Stored data:
*** Block opens ***

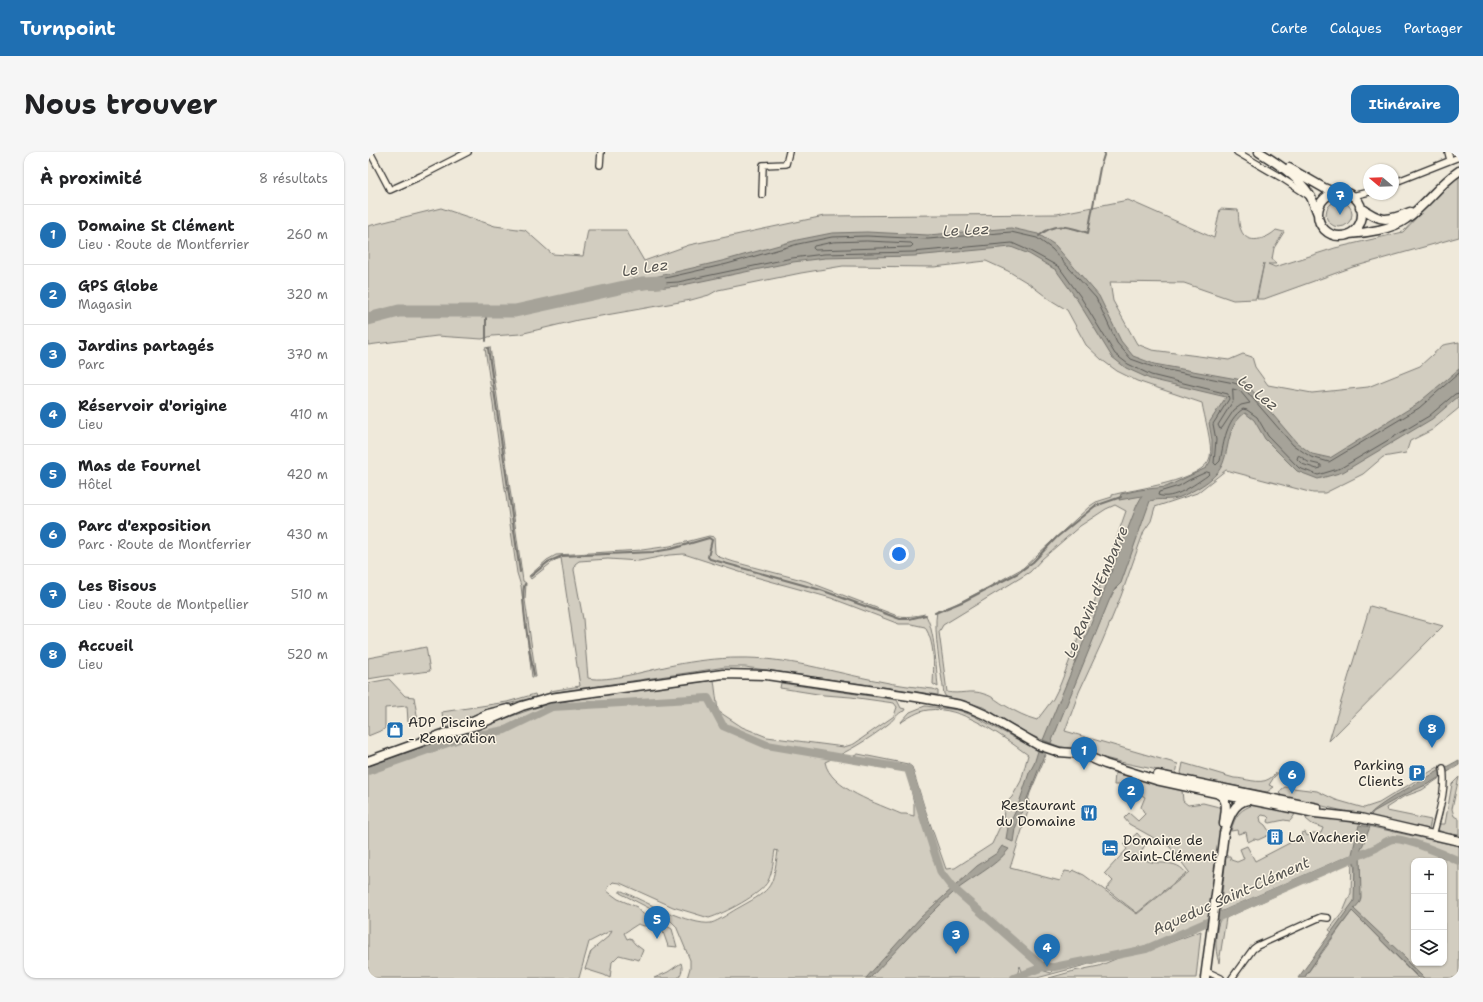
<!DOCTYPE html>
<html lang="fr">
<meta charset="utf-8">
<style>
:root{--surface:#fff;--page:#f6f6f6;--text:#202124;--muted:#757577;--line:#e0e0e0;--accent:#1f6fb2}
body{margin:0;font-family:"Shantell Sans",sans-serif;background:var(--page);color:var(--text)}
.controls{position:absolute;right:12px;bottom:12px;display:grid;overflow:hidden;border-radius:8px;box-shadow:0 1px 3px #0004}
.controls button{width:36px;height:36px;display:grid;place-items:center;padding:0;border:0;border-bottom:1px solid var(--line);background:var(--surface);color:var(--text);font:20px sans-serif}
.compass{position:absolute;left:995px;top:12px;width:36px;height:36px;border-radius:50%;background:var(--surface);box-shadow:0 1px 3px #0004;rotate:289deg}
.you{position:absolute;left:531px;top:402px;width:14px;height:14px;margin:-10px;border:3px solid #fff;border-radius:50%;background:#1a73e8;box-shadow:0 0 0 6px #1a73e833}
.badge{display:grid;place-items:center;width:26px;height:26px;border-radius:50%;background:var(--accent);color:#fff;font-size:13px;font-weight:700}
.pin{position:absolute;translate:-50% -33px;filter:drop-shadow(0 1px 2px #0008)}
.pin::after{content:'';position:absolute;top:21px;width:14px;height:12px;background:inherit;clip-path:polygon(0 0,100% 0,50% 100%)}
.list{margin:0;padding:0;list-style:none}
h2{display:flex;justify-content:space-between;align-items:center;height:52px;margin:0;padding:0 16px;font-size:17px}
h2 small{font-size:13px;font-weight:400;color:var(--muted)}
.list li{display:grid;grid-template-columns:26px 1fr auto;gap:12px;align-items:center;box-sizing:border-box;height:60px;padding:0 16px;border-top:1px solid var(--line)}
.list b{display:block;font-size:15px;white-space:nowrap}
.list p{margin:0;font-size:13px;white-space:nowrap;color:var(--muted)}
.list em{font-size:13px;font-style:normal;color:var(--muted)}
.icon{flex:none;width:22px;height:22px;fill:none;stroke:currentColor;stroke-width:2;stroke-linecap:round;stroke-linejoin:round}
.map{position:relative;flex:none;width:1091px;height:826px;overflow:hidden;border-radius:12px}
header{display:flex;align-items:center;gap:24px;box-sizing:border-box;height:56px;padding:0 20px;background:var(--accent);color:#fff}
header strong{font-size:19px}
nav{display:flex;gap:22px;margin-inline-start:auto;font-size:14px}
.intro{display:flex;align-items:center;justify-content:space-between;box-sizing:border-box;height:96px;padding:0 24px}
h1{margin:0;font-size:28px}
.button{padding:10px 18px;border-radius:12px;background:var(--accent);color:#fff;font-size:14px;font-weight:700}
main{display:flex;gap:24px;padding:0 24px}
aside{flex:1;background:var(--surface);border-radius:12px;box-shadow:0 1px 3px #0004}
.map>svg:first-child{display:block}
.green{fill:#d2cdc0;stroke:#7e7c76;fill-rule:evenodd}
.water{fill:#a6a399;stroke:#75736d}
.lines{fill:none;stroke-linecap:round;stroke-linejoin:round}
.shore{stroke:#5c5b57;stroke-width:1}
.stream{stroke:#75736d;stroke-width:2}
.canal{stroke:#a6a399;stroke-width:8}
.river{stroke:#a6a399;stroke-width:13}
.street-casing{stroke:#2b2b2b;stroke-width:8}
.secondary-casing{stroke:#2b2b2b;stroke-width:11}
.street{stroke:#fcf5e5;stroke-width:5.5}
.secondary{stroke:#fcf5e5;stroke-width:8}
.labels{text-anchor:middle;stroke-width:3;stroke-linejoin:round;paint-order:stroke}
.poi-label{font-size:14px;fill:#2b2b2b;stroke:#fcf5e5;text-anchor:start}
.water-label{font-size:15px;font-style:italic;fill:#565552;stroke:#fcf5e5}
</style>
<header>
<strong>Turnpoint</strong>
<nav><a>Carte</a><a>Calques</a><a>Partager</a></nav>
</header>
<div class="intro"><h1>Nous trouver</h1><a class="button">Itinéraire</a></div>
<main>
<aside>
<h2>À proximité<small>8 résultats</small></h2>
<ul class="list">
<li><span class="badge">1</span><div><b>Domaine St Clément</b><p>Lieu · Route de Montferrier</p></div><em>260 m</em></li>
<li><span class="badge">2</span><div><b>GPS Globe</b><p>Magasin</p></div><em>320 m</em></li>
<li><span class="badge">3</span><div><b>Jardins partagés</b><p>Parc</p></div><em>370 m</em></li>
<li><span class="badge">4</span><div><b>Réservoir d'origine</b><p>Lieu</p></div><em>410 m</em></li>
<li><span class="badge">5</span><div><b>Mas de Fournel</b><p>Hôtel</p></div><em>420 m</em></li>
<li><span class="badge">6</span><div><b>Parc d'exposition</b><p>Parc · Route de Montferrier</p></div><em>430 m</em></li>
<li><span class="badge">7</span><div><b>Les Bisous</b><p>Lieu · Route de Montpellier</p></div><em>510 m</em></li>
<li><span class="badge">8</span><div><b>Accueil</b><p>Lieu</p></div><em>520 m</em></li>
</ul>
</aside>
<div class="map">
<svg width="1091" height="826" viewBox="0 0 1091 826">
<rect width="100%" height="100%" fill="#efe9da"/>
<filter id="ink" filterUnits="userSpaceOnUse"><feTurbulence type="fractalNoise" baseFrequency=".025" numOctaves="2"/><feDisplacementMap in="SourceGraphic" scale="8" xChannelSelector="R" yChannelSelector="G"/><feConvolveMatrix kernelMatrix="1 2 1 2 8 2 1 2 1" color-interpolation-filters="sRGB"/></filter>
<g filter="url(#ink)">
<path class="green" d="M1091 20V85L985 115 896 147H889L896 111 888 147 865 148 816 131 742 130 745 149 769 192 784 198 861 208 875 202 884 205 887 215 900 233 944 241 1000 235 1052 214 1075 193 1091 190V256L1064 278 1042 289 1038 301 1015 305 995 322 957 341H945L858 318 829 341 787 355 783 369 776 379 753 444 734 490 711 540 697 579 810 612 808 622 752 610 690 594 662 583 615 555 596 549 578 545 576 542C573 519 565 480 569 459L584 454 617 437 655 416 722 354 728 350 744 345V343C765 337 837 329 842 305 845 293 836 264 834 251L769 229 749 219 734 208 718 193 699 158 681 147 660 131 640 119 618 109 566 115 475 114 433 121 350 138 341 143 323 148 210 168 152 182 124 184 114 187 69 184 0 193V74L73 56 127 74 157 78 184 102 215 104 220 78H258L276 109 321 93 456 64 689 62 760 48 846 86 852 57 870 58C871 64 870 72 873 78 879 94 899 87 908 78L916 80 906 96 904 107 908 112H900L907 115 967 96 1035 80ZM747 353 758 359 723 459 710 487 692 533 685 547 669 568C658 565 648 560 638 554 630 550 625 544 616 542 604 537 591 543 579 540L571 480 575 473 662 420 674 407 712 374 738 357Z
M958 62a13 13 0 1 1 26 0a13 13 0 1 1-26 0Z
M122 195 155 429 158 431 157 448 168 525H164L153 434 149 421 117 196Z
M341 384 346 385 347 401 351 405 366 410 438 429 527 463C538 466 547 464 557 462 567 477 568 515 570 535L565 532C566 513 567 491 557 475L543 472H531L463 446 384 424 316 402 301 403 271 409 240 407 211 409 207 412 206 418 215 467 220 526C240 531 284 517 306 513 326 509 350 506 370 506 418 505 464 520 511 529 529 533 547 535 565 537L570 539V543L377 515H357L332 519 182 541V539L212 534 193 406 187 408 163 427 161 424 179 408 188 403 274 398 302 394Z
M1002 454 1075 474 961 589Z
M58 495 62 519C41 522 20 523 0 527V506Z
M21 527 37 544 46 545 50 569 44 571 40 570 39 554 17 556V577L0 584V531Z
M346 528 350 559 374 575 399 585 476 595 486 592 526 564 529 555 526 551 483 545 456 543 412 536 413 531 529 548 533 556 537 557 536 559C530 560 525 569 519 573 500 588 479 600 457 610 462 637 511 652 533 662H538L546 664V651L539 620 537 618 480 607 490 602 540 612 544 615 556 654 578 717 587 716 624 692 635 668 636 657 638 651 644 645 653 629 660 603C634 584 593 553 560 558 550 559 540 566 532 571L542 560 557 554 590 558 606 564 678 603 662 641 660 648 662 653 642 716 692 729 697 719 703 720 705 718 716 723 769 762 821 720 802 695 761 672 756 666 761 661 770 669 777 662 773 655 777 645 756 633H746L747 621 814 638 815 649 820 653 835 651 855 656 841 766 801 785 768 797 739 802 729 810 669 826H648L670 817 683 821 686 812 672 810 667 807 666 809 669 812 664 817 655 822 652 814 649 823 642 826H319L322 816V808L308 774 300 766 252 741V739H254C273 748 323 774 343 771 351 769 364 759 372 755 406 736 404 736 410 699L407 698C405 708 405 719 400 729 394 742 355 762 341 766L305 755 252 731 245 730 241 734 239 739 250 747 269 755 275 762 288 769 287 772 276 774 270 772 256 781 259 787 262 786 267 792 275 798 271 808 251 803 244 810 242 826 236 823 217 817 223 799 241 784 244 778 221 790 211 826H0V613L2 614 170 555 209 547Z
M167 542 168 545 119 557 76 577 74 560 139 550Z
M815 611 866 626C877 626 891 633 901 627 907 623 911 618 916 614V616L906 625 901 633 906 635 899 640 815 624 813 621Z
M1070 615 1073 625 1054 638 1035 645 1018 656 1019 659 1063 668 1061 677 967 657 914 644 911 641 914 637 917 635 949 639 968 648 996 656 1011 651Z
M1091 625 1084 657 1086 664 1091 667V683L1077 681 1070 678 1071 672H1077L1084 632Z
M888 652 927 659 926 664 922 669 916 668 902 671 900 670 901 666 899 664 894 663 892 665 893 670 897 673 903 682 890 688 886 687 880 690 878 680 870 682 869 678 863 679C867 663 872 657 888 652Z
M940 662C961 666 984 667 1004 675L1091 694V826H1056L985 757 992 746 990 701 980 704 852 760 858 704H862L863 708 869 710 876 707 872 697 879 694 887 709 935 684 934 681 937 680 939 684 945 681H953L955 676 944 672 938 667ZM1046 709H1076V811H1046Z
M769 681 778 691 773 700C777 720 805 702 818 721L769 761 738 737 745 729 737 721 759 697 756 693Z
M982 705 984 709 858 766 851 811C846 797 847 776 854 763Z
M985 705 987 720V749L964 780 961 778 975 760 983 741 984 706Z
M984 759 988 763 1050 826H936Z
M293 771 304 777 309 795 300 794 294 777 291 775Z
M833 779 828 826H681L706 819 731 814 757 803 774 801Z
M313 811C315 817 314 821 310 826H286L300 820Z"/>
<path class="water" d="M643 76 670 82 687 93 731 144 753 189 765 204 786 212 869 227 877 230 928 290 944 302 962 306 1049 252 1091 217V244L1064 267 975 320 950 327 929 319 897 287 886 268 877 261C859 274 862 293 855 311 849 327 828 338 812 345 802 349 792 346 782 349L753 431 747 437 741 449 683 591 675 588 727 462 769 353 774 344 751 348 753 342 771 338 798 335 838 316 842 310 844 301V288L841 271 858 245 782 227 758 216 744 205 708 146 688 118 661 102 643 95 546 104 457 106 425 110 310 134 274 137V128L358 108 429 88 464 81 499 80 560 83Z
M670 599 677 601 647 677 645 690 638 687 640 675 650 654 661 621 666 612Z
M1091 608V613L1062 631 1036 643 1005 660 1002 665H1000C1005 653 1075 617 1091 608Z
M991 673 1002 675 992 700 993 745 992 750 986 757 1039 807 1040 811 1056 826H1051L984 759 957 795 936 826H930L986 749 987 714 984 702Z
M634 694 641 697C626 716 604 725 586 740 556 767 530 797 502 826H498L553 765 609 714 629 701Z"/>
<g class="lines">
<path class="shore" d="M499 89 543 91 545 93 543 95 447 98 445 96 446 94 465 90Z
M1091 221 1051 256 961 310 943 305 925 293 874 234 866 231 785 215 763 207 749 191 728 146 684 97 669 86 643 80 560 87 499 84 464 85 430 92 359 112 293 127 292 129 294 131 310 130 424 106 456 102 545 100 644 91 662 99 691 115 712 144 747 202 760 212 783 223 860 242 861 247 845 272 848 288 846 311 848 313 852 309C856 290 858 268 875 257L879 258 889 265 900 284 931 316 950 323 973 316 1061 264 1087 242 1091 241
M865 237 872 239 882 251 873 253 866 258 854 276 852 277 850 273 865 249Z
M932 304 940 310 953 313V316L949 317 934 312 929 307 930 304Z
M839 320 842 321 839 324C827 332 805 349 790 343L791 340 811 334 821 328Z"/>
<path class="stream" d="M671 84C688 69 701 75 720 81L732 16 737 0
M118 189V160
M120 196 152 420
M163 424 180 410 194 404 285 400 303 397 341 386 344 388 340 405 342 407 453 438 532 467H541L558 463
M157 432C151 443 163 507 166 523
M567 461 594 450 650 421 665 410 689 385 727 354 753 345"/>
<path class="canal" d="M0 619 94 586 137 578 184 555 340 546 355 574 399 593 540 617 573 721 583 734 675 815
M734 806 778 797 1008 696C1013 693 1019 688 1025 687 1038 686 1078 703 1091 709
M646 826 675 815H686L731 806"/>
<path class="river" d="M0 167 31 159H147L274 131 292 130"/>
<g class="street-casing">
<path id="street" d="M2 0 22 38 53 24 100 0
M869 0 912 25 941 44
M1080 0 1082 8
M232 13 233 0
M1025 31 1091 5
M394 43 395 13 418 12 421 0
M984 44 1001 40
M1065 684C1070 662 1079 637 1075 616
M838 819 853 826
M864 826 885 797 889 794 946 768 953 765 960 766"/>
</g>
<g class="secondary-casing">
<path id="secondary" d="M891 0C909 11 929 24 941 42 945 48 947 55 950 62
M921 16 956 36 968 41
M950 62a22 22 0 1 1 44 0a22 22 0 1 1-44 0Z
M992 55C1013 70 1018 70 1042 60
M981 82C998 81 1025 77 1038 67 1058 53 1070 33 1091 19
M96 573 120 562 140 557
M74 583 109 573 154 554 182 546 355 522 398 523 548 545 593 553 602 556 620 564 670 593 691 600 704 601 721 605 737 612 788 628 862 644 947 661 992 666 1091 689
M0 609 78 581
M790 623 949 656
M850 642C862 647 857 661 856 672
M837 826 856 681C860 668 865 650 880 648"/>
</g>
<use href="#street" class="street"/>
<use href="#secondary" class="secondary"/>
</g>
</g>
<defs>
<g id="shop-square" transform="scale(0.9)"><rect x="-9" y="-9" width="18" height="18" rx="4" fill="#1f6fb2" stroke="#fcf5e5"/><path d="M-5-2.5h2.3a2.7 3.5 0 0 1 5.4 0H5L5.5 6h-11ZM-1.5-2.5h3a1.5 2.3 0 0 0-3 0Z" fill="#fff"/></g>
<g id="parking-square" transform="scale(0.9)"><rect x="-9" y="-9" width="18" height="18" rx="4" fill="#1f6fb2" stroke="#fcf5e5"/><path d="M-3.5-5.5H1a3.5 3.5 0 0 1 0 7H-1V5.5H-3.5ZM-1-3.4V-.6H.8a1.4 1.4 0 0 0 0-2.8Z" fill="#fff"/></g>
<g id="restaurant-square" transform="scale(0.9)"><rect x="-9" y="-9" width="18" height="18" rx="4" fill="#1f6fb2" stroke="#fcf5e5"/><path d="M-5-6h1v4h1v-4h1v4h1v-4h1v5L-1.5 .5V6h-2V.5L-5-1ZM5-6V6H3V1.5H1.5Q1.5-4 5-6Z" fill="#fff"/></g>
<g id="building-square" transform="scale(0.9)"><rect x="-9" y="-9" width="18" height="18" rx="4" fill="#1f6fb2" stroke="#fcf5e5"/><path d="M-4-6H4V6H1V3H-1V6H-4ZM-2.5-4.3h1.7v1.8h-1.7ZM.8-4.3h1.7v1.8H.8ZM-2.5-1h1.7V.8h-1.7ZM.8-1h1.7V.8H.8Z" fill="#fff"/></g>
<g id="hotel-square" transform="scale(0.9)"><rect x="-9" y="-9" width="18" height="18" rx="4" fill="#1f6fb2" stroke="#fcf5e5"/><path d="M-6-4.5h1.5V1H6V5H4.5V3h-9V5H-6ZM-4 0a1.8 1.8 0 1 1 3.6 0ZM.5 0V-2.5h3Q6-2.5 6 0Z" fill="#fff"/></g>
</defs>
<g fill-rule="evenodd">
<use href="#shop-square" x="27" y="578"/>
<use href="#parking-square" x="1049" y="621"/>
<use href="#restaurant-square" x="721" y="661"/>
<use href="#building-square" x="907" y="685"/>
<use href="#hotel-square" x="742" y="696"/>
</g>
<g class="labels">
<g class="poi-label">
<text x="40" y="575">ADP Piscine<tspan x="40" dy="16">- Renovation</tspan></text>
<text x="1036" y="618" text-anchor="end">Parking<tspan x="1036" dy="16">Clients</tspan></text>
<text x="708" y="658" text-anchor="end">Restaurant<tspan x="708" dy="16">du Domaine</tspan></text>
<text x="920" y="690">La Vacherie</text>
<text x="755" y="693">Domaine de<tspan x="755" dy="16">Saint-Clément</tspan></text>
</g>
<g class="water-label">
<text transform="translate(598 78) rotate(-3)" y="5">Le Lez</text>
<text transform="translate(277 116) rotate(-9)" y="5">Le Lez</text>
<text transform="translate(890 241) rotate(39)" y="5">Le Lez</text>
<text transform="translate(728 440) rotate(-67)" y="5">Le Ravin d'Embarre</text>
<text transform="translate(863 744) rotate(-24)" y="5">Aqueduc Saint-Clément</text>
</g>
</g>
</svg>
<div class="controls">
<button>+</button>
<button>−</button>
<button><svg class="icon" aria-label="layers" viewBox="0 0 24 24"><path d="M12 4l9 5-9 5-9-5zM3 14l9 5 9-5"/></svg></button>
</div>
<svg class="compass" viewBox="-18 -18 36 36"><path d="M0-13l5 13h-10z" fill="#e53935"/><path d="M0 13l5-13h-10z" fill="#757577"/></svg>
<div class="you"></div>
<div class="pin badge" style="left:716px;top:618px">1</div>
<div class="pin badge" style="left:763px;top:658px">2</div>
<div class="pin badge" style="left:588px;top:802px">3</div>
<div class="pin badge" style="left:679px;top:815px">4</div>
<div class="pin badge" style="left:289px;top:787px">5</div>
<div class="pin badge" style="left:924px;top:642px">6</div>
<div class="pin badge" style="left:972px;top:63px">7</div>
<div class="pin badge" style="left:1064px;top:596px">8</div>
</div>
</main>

*** Block closes ***

_Exercise objective_
Find the lines in the records that contain the word "absolute", then copy every one of them.

_Answer box_
.controls{position:absolute;right:12px;bottom:12px;display:grid;overflow:hidden;border-radius:8px;box-shadow:0 1px 3px #0004}
.compass{position:absolute;left:995px;top:12px;width:36px;height:36px;border-radius:50%;background:var(--surface);box-shadow:0 1px 3px #0004;rotate:289deg}
.you{position:absolute;left:531px;top:402px;width:14px;height:14px;margin:-10px;border:3px solid #fff;border-radius:50%;background:#1a73e8;box-shadow:0 0 0 6px #1a73e833}
.pin{position:absolute;translate:-50% -33px;filter:drop-shadow(0 1px 2px #0008)}
.pin::after{content:'';position:absolute;top:21px;width:14px;height:12px;background:inherit;clip-path:polygon(0 0,100% 0,50% 100%)}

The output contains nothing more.